Developing CSO-based harm reduction monitoring is a learning by doing ing can provide excellent added value for the monitoring of harm reduction in Europe.
Perinatal inflammation is a key factor of brain vulnerability in neonates born preterm or with intra-uterine growth restriction (IUGR), two leading conditions associated with brain injury and responsible for neurocognitive and behavioral disorders. Systemic inflammation is recognized to activate microglia, known to be the critical modulators of brain vulnerability. find more Although some evidence supports a role for metabotropic glutamate receptor 3 (mGlu3 receptor) in modulation of neuroinflammation, its functions are still unknown in the developing microglia.
We used a double-hit rat model of perinatal brain injury induced by a gestational low-protein diet combined with interleukin-1β injections (LPD/IL-1β), mimicking both IUGR and prematurity-related inflammation. The effect of LPD/IL-1β on mGlu3 receptor expression and the effect of mGlu3 receptor modulation on microglial reactivity were investigated using a combination of pharmacological, histological, and molecular and genetic approaches.
Exposure to LPD/Ied perinatal brain injury.
Despite the highly expected clinical application of nanoparticles (NPs), the translation of NPs from lab to the clinic has been relatively slow. Co-culture 3D spheroids account for the 3D arrangement of tumor cells and stromal components, e.g., cancer-associated fibroblasts (CAFs) and extracellular matrix, recapitulating microenvironment of head and neck squamous cell carcinoma (HNSCC). In the present study, we investigated how the stroma-rich tumor microenvironment affects the uptake, penetration, and photodynamic efficiency of three lipid-based nanoformulations of approved in EU photosensitizer temoporfin (mTHPC) Foslip
(mTHPC in conventional liposomes), drug-in-cyclodextrin-in-liposomes (mTHPC-DCL) and extracellular vesicles (mTHPC-EVs).

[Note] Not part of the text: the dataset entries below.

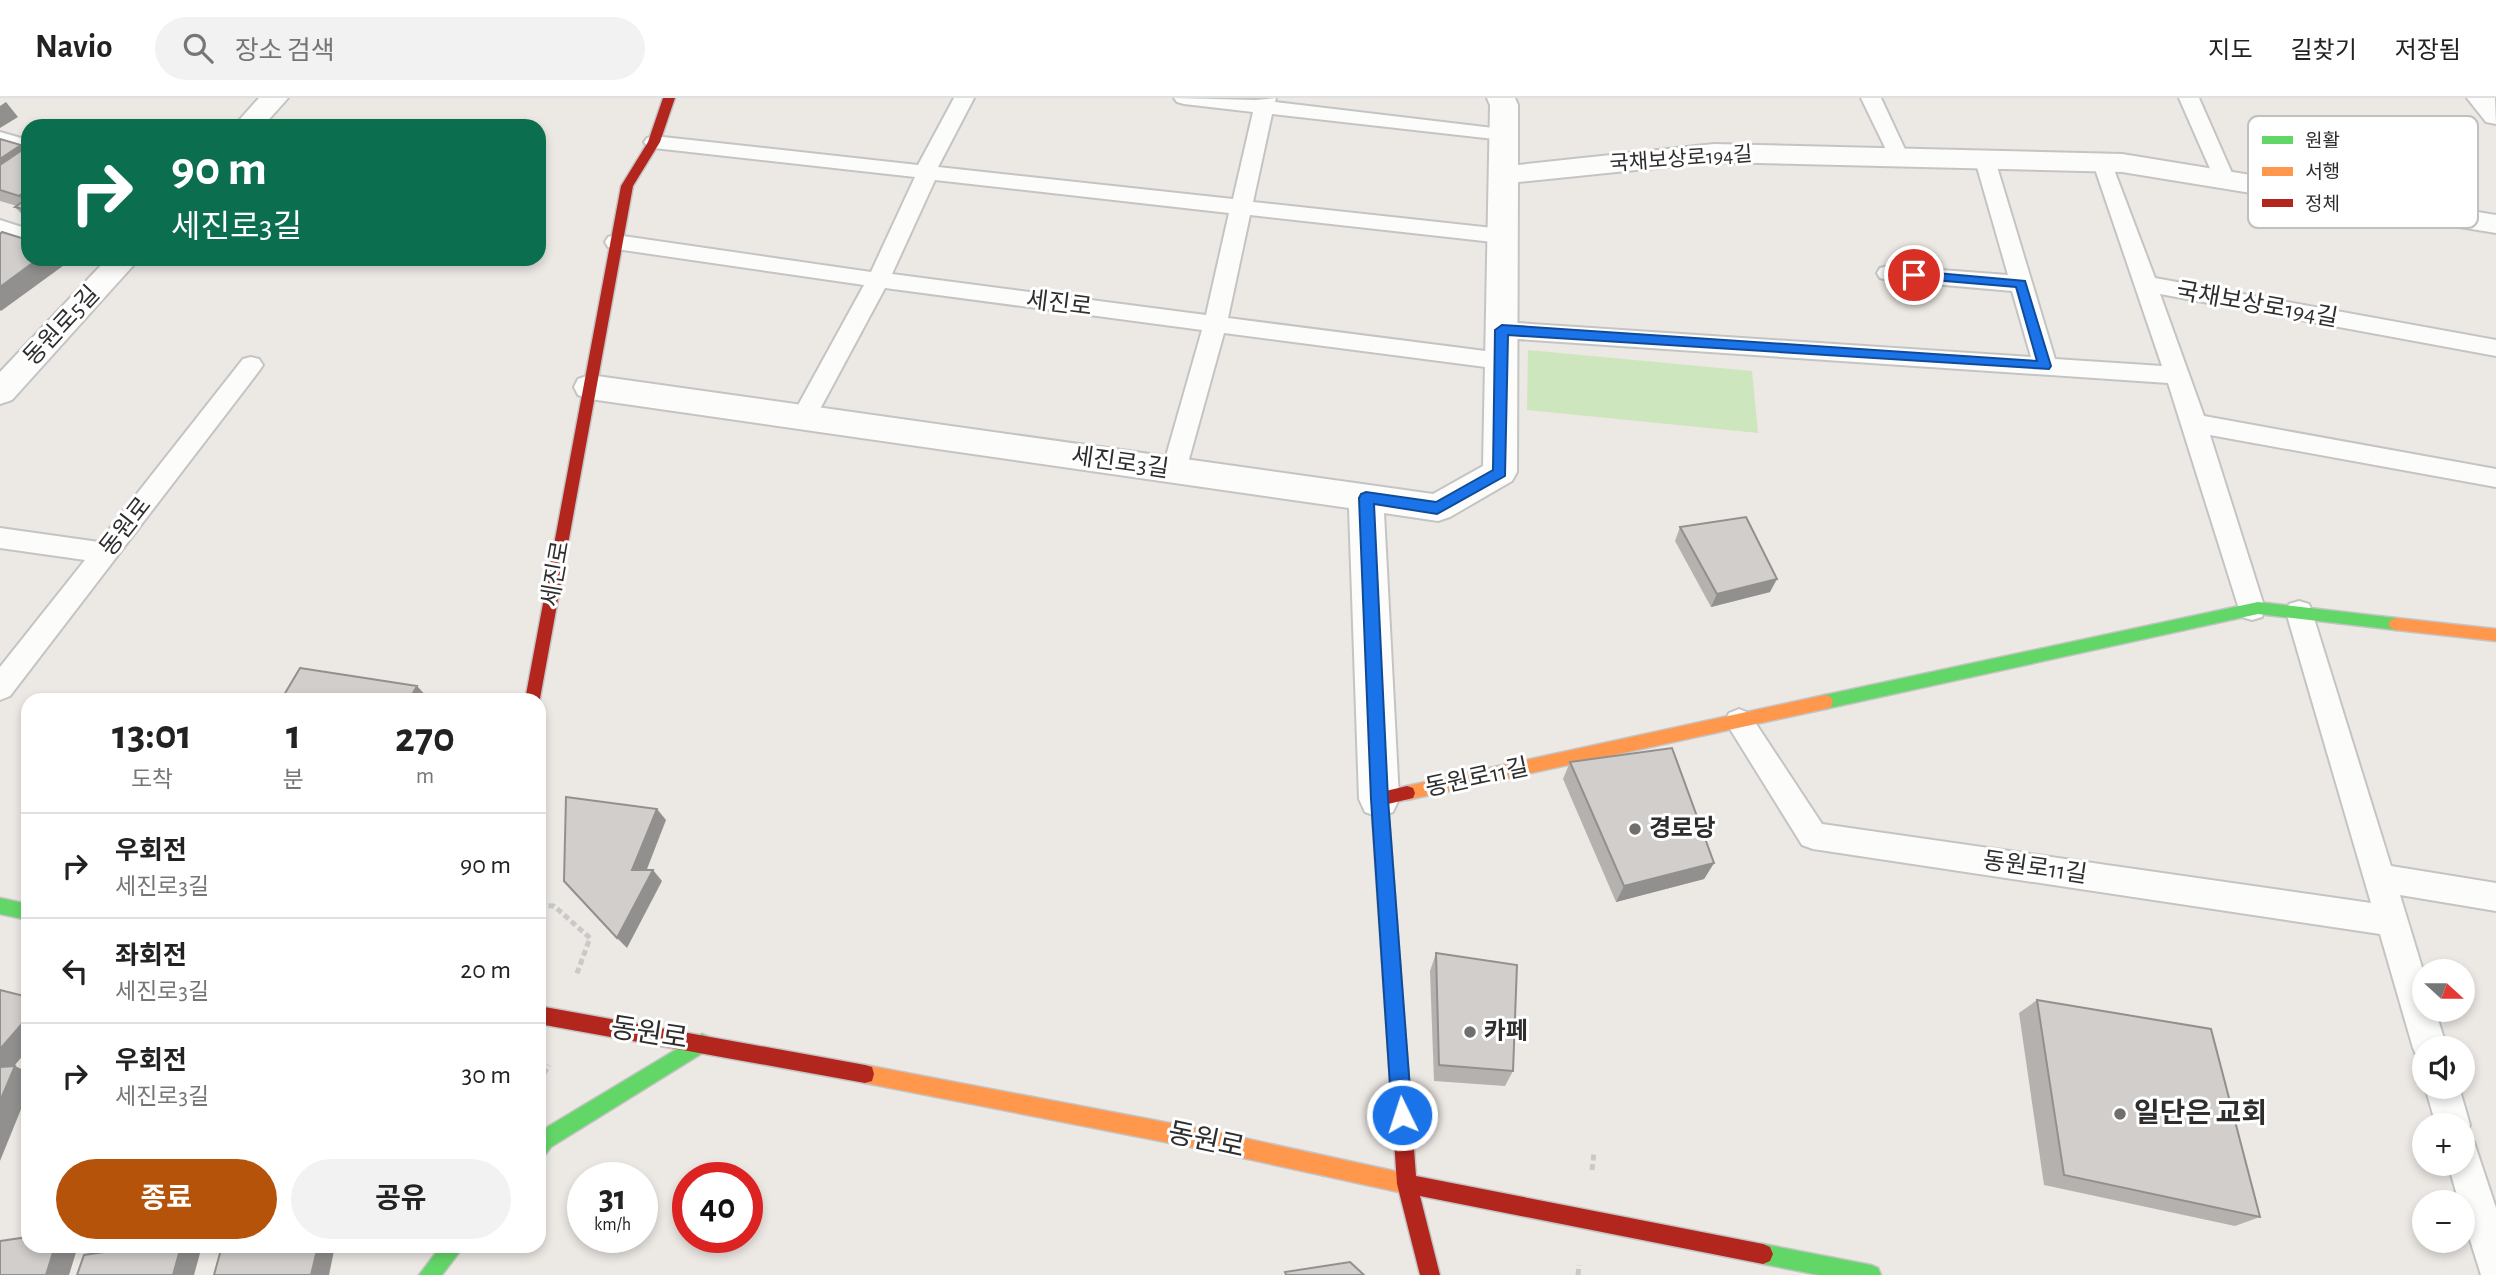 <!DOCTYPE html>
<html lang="ko">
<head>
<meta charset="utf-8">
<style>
  :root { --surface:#fff; --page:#f2f2f2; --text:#222; --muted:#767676; --line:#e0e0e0; --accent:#b45309 }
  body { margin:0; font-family:"Alegreya Sans","Noto Sans KR",sans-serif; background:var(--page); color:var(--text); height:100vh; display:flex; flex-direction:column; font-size:26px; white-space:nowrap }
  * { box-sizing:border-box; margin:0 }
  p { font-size:23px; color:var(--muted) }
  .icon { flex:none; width:38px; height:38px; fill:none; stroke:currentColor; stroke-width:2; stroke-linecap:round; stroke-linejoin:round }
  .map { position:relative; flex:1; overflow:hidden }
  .details { position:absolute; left:21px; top:595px; width:525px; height:560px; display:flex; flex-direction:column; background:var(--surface); border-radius:21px; box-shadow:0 4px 10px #0003 }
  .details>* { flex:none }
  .banner { position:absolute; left:21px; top:21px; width:525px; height:147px; border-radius:21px; box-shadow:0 4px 10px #0003; background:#0b6e4f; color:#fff; overflow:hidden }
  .needle { width:46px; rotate:111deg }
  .buttons { position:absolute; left:2412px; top:861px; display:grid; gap:14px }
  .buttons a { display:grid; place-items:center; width:63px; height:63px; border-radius:50%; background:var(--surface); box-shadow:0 4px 10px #0003; font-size:35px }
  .speed { position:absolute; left:567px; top:1064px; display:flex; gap:14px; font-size:35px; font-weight:700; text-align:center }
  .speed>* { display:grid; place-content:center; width:91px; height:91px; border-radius:50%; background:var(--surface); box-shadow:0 4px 10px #0003; line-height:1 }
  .speed small { font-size:18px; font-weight:400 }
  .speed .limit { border:10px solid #d22; background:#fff; color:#111 }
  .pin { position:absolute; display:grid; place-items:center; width:60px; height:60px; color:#fff; margin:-30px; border:4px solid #fff; border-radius:50%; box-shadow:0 2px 7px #0007 }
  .me { position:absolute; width:77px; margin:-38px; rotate:356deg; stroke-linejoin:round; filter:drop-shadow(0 0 5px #0008) }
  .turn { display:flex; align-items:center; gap:24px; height:147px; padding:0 35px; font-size:32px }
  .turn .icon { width:91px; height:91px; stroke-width:2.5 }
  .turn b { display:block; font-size:49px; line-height:60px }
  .eta { display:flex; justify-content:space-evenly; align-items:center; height:119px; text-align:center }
  .eta b { font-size:42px; font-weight:700; line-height:49px }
  .action { display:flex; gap:14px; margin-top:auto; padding:14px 35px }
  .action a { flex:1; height:80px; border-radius:42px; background:var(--accent); color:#fff; font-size:28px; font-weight:700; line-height:80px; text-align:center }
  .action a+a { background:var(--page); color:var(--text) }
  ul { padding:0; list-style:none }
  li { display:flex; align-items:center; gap:21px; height:105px; padding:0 35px; border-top:2px solid var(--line) }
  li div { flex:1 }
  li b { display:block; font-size:26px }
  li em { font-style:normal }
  header { display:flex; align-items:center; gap:42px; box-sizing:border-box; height:98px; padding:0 35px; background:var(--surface); border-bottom:2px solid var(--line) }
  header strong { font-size:33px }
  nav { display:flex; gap:38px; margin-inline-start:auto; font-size:24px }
  .search { width:490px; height:63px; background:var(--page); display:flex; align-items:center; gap:18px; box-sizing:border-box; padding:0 24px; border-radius:38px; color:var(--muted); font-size:26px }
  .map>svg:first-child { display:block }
  .green { fill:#cee6be }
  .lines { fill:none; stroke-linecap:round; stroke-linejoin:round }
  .lane-casing { stroke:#c5c4c5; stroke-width:4 }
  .street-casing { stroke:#c5c4c5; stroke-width:4 }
  .fast-casing { stroke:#c5c4c5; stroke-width:3 }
  .slow-casing { stroke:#c5c4c5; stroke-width:3 }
  .jam-casing { stroke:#c5c4c5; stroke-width:3 }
  .path { stroke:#c9c9c8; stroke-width:5; stroke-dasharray:6 3.5; stroke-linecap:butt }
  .lane { fill:#fcfcfb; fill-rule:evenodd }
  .street { fill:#fcfcfb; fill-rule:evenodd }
  .fast { fill:#63d668; fill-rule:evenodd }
  .slow { fill:#ff974d; fill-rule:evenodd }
  .jam { fill:#b3261e; fill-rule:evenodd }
  .wall { fill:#b4b1af }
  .shaded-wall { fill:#92908e }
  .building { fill:#d1cecb; stroke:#92908e; stroke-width:2 }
  .route { fill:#1a73e8; stroke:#114b97; stroke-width:2 }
  .poi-dot { fill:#706f6e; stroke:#fff; stroke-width:2.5 }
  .labels { text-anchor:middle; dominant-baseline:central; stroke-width:6; stroke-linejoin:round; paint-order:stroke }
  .far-street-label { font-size:21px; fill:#2e2e2e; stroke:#fff }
  .street-label { font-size:24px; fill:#2e2e2e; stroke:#fff }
  .poi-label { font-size:24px; font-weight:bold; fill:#2e2e2e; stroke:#fff; text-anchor:start }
  .near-street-label { font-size:28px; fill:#2e2e2e; stroke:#fff }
  .near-poi-label { font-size:28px; font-weight:bold; fill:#2e2e2e; stroke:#fff; text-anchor:start }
  .key { fill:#fff; stroke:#c0c0c0; stroke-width:2 }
  .key-label { font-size:19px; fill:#2e2e2e }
</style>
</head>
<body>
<header>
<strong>Navio</strong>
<div class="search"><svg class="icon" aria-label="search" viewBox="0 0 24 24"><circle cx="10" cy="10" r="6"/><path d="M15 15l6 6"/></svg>장소 검색</div>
<nav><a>지도</a><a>길찾기</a><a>저장됨</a></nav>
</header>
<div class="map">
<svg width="2496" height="1177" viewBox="0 0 2496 1177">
  <rect width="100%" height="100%" fill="#ece8e4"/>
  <polygon class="green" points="1528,252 1752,273 1758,335 1527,312"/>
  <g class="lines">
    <defs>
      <g id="lane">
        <path d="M954,0H974L938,69L1233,101L1253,14L1184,6L1177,4L1174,0L1256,2L1276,0L1275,4L1510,32L1513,36L1510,40L1503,42L1272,16L1253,104L1502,131L1510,133L1513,138L1510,143L1502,145L1250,117L1228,220L1501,255L1509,257L1513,263L1509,269L1501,271L1224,235L1186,372L1183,379L1174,381L1165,379L1162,372L1202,232L885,190L812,326L803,329L794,326L791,320L864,187L616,151L608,149L605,144L608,139L616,137L871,174L915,79L654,50L647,48L644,44L647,40L654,38L918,67ZM935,82L1229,115L1206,217L892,176Z"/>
        <polygon points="1861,0 1881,0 1909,60 1906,64 1892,64"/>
        <polygon points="2179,0 2199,0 2235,82 2232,87 2218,87 2215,82"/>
        <polygon points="0,34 28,42 28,54 0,46"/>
        <polygon points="1985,56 1992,58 1995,62 2055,261 2162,268 2093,65 2096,61 2110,61 2155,180 2496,242 2496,258 2160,196 2204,318 2496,371 2496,389 2210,337 2265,511 2262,519 2252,522 2242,519 2239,511 2168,285 1502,240 1494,238 1490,232 1494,226 1502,224 2031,259 2012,193 1888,182 1880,180 1877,175 1880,170 1888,168 2008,177 1975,62 1978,58"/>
        <polygon points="0,122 28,131 28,145 0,136"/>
        <polygon points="251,259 259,261 263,267 259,273 10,598 0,602 0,569 85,462 0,450 0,430 99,444 243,261"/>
        <polygon points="2299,503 2309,506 2312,514 2391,768 2496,785 2496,813 2400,797 2424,876 2424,912 2435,912 2447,950 2424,950 2424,964 2418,961 2413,950 2380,836 1813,751 1802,747 1725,623 1729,615 1739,611 1749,615 1822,726 2371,805 2286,514 2289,506"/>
        <polygon points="2425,989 2459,989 2470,1027 2464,1040 2474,1044 2496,1110 2496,1177 2481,1177 2462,1116 2462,1104 2459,1104 2448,1066 2462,1066 2462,1027 2436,1027"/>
      </g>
      <g id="street">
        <polygon points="259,0 288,0 263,28 234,28"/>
        <polygon points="1487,0 1515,0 1518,7 1518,67 1714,46 2122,56 2496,117 2496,135 2122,74 1714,64 1518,84 1517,374 1512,383 1450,419 1438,423 1384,415 1399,701 1393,714 1379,719 1365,714 1359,701 1349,410 590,301 578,297 574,289 578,281 590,277 1433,396 1483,368 1490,7"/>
        <polygon points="2467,0 2495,0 2496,26 2486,24"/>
        <polygon points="107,161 139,161 12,302 0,306 0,274"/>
      </g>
      <g id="fast">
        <polygon points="2258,504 2396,520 2401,522 2404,526 2401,530 2396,532 2258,516 1825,611 1819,609 1817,604 1819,599 1825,597"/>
        <polygon points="0,800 28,806 28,822 0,816"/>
        <polygon points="702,936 709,939 711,945 709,951 551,1049 546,1056 539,1059 539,1034"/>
        <polygon points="1763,1146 1871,1167 1878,1170 1881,1177 1819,1177 1763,1166 1756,1163 1753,1156 1756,1149"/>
        <polygon points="441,1148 464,1148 442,1177 419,1177"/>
      </g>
      <g id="slow">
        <polygon points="2396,520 2496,531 2496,543 2396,532 2391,530 2388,526 2391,522"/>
        <polygon points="1825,597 1831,599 1833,604 1831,609 1825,611 1407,702 1401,700 1399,695 1401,690 1407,688"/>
        <polygon points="865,967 1211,1033 1408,1076 1415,1079 1418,1086 1415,1093 1408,1096 1211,1053 865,985 858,983 856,976 858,969"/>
      </g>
      <g id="jam">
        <polygon points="663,0 675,0 660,44 633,88 539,606 539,602 525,602 621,88 648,44"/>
        <polygon points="1407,688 1413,690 1415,695 1413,700 1388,706 1416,1078 1763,1146 1770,1149 1773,1156 1770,1163 1763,1166 1420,1098 1440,1177 1420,1177 1397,1086 1371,701 1373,696"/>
        <polygon points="539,908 865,967 872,969 874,976 872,983 865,985 539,926"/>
      </g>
    </defs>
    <use href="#lane" class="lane-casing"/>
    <use href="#street" class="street-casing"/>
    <use href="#fast" class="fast-casing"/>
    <use href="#slow" class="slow-casing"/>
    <use href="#jam" class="jam-casing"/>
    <g class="path">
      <polyline points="539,807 554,808 590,840 576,878"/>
      <polyline points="539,984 549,967"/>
      <polyline points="1592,1072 1594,1055"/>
      <polyline points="1578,1177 1579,1167"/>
    </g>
    <use href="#lane" class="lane"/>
    <use href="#street" class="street"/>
    <use href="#fast" class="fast"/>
    <use href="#slow" class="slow"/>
    <use href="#jam" class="jam"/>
  </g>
  <g class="wall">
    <polygon points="0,41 24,51 28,48 28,123 15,109 17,108 0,103"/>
    <polygon points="1680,429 1770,494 1711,509 1675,443"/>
    <polygon points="1570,664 1714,765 1704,781 1616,804 1563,681"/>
    <polygon points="1436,855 1513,973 1505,988 1434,983 1430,873"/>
    <polygon points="2037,902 2260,1119 2235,1128 2044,1087 2019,915"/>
  </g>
  <g class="shaded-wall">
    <polygon points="6,4 18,19 0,30 0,8"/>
    <polygon points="21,47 28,56 0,84 0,61"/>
    <polygon points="28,91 28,108 19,98"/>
    <polygon points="38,161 63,161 67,165 1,213 0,212 0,189"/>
    <polygon points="1777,481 1770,494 1711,509 1717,496"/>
    <polygon points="417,588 430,602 409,602"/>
    <polygon points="657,711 666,722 642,784 632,772"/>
    <polygon points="1714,765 1704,781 1616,804 1624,788"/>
    <polygon points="653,772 662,783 627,850 617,840"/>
    <polygon points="28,919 28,951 7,977 0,974 0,951"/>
    <polygon points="15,968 28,974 28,994 0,1063 0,1003"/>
    <polygon points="55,1148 78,1148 69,1177 46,1177"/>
    <polygon points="181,1148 202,1148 194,1177 173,1177"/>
    <polygon points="318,1148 335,1148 329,1177 311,1177"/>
  </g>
  <g class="building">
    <polygon points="0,41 21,47 0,61"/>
    <polygon points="28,48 28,91 19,98 0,92 0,67"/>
    <polygon points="28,100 28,112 15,109"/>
    <polygon points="2,134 28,142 28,161 38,161 0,189 0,136"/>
    <polygon points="1746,419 1777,481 1717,496 1680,429"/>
    <polygon points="300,570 417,588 409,602 281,602"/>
    <polygon points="1672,650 1714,765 1624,788 1570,664"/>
    <polygon points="566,699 657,711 632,772 653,772 617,840 564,783"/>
    <polygon points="1436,855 1517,867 1513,973 1439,967"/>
    <polygon points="0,892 28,899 28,919 0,951"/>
    <polygon points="2037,902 2211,931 2260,1119 2064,1077"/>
    <polygon points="15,968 0,1003 0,969"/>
    <polygon points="28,1139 28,1148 55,1148 46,1177 0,1177 0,1143"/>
    <polygon points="144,1148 181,1148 173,1177 77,1177 84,1157"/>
    <polygon points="222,1148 318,1148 311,1177 214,1177"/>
    <polygon points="1350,1164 1364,1177 1286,1177 1285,1174"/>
  </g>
  <polygon class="route" points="1914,173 2025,183 2051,268 2049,271 1508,237 1505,378 1437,416 1374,406 1388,701 1412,1017 1409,1024 1402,1027 1395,1024 1392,1017 1371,701 1359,400 1361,396 1366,394 1436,404 1493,372 1495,232 1502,227 2037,263 2016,189 1910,180 1908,177"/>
  <g class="poi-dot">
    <circle cx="1635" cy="731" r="7"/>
    <circle cx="1470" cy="934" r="7"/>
    <circle cx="2120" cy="1016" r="7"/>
  </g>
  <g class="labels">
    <g class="far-street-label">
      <text transform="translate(1681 61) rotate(-4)">국채보상로194길</text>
    </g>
    <g class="street-label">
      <text transform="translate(1059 206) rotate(7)">세진로</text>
      <text transform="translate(2257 207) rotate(10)">국채보상로194길</text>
      <text transform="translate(62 228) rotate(-47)">동원로5길</text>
      <text transform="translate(1120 365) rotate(8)">세진로3길</text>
      <text transform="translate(126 429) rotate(-52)">동원로</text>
      <text transform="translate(556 476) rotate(-80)">세진로</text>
      <text transform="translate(1477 680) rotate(-12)">동원로11길</text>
      <text transform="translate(2035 770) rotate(8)">동원로11길</text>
    </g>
    <g class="poi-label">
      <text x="1649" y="731">경로당</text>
      <text x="1484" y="934">카페</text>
    </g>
    <g class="near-street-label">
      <text transform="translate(649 936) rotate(9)">동원로</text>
      <text transform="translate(1206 1043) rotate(12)">동원로</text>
    </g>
    <g class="near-poi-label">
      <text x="2134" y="1016">일단은 교회</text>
    </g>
  </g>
  <rect x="2248" y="18" width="230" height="112" rx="10" class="key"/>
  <rect x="2262" y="38" width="31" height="8" fill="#63d668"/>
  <rect x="2262" y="69" width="31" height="9" fill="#ff974d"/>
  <rect x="2262" y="101" width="31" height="8" fill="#b3261e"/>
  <g class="key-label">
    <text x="2305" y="49">원활</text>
    <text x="2305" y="80">서행</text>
    <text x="2305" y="112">정체</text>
  </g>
</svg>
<div class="buttons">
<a><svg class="needle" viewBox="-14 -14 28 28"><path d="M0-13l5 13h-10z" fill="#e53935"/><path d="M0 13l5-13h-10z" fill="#767676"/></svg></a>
<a><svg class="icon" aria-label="sound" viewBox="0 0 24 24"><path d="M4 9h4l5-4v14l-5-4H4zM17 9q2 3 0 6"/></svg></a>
<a>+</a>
<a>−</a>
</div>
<div class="speed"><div>31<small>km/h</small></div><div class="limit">40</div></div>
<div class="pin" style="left:1914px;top:177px;background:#d93025"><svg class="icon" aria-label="arrive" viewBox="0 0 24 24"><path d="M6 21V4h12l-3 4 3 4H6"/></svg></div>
<svg class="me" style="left:1402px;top:1017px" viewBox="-20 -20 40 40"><circle r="17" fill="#1a73e8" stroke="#fff" stroke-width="3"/><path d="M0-11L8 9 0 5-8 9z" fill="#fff"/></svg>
<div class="banner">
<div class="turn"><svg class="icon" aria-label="right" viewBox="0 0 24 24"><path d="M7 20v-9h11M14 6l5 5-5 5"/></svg><div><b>90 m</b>세진로3길</div></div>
</div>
<section class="details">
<div class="eta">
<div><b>13:01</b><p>도착</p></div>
<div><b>1</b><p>분</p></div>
<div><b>270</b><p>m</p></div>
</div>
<ul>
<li><svg class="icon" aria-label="right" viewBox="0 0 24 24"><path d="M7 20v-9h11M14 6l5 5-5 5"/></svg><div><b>우회전</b><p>세진로3길</p></div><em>90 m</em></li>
<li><svg class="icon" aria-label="left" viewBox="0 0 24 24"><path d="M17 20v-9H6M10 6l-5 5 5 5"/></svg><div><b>좌회전</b><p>세진로3길</p></div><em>20 m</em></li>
<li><svg class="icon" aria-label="right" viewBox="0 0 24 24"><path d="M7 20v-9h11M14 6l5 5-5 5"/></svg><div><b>우회전</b><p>세진로3길</p></div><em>30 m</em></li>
</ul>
<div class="action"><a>종료</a><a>공유</a></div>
</section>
</div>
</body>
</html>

Collagen expression in co-culture stroma-rich 3D HNSCC spheroids correlates with the amount of CAFs (MeWo cells) in individual spheroid. The assessment of mTHPC loading demonstrated that Foslip
, mTHPC-DCL and mTHPC-EVs encapsulated 0.05 × 10
g, 0.07 × 10
g, and 1 delivery of NPs into the tumors.
The stromal microenvironment strongly affects the uptake of NPs, while the penetration and PDT efficacy are less sensitive to the presence of stromal components. mTHPC-EVs outperform other lipid nanovesicles due to the extremely high loading capacity. The results of the present study enlarge our understanding of how stroma components affect the delivery of NPs into the tumors.
Cancer-associated fibroblasts (CAFs) play a pivotal role in regulating tumor progression by transferring exosomes to adjacent cells. Our aim was to clarify the role of LINC00659 encapsulated in CAFs-derived exosomes (CAFs-exo) in colorectal cancer (CRC).
CAFs and normal fibroblasts (NFs) were isolated and cultured. CAFs-exo and NFs-derived exosomes (NFs-exo) were characterized by transmission electron microscope and Western blot. The mRNA level of LINC00659 in CAFs-exo and NFs-exo were measured. Then we analyzed cell proliferation by CCK-8 and clone formation assay, cell migration by cell scratch, and cell invasion by Transwell. Epithelial mesenchymal transformation (EMT) related markers E-cadherin, N-cadherin, Vimentin and Snail-1 expressions were assessed by Western blot. The binding of LINC00659 and miR-342-3p, miR-342-3p and ANXA2 were analyzed by dual-luciferase reporter gene assay.
CAFs and NFs showed a spindle-like morphology. CAFs-exo promoted CRC cell proliferation, migration, invasion and EMT progression.